Task directions
Search the entries for the word "Extract". Copy every line that holds it.

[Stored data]
-=-=-=-=-

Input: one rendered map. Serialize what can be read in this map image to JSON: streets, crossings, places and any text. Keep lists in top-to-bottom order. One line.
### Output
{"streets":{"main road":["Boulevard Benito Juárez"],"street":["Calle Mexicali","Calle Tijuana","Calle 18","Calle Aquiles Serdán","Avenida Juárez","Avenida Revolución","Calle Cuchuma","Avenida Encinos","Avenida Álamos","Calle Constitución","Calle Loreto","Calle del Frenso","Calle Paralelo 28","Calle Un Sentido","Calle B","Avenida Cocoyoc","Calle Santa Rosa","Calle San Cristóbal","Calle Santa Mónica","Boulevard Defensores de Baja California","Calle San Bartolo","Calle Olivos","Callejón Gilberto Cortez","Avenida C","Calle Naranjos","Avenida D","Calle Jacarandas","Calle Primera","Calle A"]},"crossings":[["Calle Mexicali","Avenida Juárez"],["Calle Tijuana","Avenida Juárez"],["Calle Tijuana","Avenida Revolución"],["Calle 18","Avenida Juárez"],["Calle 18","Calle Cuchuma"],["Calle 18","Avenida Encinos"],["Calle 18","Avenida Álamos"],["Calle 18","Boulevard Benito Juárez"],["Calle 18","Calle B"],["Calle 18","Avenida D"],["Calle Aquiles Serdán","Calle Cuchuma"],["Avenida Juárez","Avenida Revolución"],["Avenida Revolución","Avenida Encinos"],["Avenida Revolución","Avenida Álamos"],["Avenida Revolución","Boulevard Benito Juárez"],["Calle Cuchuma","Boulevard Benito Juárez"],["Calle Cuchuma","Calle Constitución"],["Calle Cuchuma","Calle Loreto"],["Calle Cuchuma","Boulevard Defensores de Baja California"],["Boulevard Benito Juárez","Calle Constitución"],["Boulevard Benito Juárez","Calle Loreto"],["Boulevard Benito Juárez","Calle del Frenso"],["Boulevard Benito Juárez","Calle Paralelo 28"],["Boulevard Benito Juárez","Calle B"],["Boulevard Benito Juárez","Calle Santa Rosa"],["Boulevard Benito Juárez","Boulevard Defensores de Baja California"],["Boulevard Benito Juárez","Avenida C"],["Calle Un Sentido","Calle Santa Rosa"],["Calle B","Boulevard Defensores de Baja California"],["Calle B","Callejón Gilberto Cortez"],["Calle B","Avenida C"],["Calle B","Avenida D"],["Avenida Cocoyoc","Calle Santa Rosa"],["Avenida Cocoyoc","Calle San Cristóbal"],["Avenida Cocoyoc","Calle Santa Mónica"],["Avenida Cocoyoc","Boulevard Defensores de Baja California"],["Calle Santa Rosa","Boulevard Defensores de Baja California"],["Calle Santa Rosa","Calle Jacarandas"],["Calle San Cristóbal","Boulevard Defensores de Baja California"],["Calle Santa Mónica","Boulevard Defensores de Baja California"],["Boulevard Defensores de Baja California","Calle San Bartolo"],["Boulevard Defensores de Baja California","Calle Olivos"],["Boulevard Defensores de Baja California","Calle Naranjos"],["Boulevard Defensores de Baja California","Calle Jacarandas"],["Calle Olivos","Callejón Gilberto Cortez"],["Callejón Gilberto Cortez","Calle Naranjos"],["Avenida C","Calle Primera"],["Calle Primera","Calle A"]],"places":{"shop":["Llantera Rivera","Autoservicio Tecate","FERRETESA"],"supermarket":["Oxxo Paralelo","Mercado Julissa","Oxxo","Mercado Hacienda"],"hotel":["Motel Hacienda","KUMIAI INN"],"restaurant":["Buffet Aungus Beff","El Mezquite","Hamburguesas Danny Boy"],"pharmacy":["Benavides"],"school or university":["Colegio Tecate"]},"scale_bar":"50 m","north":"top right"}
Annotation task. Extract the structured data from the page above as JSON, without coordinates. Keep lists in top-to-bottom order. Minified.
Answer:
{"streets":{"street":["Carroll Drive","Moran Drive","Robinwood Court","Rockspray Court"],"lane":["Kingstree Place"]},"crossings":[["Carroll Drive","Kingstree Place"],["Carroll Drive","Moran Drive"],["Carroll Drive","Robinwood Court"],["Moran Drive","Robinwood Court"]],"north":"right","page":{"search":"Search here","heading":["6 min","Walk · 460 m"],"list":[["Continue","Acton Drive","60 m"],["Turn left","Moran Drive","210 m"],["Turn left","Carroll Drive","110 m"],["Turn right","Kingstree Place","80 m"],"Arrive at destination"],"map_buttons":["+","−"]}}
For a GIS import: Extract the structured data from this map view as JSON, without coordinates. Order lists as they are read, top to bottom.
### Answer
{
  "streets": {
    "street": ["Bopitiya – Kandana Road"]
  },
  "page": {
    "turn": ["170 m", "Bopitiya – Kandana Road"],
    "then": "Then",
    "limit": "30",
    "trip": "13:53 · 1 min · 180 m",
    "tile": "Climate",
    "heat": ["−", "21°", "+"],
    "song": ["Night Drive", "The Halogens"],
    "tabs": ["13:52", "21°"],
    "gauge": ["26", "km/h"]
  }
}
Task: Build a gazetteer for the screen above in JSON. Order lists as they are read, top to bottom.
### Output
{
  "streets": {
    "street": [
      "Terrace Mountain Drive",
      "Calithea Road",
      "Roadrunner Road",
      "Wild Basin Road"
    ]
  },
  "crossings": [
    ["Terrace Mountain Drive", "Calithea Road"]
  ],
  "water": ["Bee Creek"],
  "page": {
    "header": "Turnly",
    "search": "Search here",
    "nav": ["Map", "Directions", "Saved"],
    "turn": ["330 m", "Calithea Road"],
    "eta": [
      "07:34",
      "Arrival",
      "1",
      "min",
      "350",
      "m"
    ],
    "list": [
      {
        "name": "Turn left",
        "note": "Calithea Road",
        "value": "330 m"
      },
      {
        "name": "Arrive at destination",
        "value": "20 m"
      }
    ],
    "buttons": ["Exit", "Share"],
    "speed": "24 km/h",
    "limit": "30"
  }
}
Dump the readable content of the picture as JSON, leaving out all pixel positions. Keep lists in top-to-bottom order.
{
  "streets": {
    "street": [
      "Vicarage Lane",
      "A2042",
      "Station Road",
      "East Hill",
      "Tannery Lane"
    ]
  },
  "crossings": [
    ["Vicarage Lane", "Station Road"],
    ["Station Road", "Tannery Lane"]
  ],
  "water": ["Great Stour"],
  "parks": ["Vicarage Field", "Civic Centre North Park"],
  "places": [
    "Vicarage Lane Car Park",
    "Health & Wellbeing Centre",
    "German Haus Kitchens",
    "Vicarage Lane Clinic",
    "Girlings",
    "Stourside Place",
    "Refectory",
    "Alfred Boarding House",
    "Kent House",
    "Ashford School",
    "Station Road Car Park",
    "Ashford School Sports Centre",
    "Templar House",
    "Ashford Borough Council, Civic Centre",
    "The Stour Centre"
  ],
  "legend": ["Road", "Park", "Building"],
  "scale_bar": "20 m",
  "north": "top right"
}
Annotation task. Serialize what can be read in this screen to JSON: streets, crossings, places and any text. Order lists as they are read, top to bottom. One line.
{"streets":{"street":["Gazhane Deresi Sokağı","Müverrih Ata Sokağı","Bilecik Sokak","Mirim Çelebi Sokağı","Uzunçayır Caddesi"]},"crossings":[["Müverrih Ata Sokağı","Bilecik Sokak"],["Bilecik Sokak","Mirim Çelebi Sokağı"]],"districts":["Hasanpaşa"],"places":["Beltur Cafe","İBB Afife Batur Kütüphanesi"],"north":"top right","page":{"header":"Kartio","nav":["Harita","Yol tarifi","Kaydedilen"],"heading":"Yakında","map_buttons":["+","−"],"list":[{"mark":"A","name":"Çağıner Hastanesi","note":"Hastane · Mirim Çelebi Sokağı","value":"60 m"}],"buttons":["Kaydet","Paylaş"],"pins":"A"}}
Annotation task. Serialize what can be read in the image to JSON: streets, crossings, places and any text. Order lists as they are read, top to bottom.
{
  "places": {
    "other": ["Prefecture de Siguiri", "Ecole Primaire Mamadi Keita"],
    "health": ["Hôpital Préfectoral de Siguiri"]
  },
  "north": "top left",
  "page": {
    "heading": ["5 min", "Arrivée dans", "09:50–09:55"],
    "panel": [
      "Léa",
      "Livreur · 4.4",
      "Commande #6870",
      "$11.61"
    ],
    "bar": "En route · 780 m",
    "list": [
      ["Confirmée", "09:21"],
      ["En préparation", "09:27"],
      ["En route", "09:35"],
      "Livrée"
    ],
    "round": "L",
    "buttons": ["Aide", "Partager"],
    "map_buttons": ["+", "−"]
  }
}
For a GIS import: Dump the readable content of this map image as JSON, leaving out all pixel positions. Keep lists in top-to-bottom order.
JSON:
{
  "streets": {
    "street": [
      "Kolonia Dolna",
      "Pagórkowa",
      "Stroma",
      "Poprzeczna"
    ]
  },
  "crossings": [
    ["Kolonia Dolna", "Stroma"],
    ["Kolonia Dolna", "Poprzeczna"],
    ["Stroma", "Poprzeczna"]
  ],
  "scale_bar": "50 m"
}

-=-=-=-=-

Solution for this problem
Annotation task. Extract the structured data from the page above as JSON, without coordinates. Keep lists in top-to-bottom order. Minified.
For a GIS import: Extract the structured data from this map view as JSON, without coordinates. Order lists as they are read, top to bottom.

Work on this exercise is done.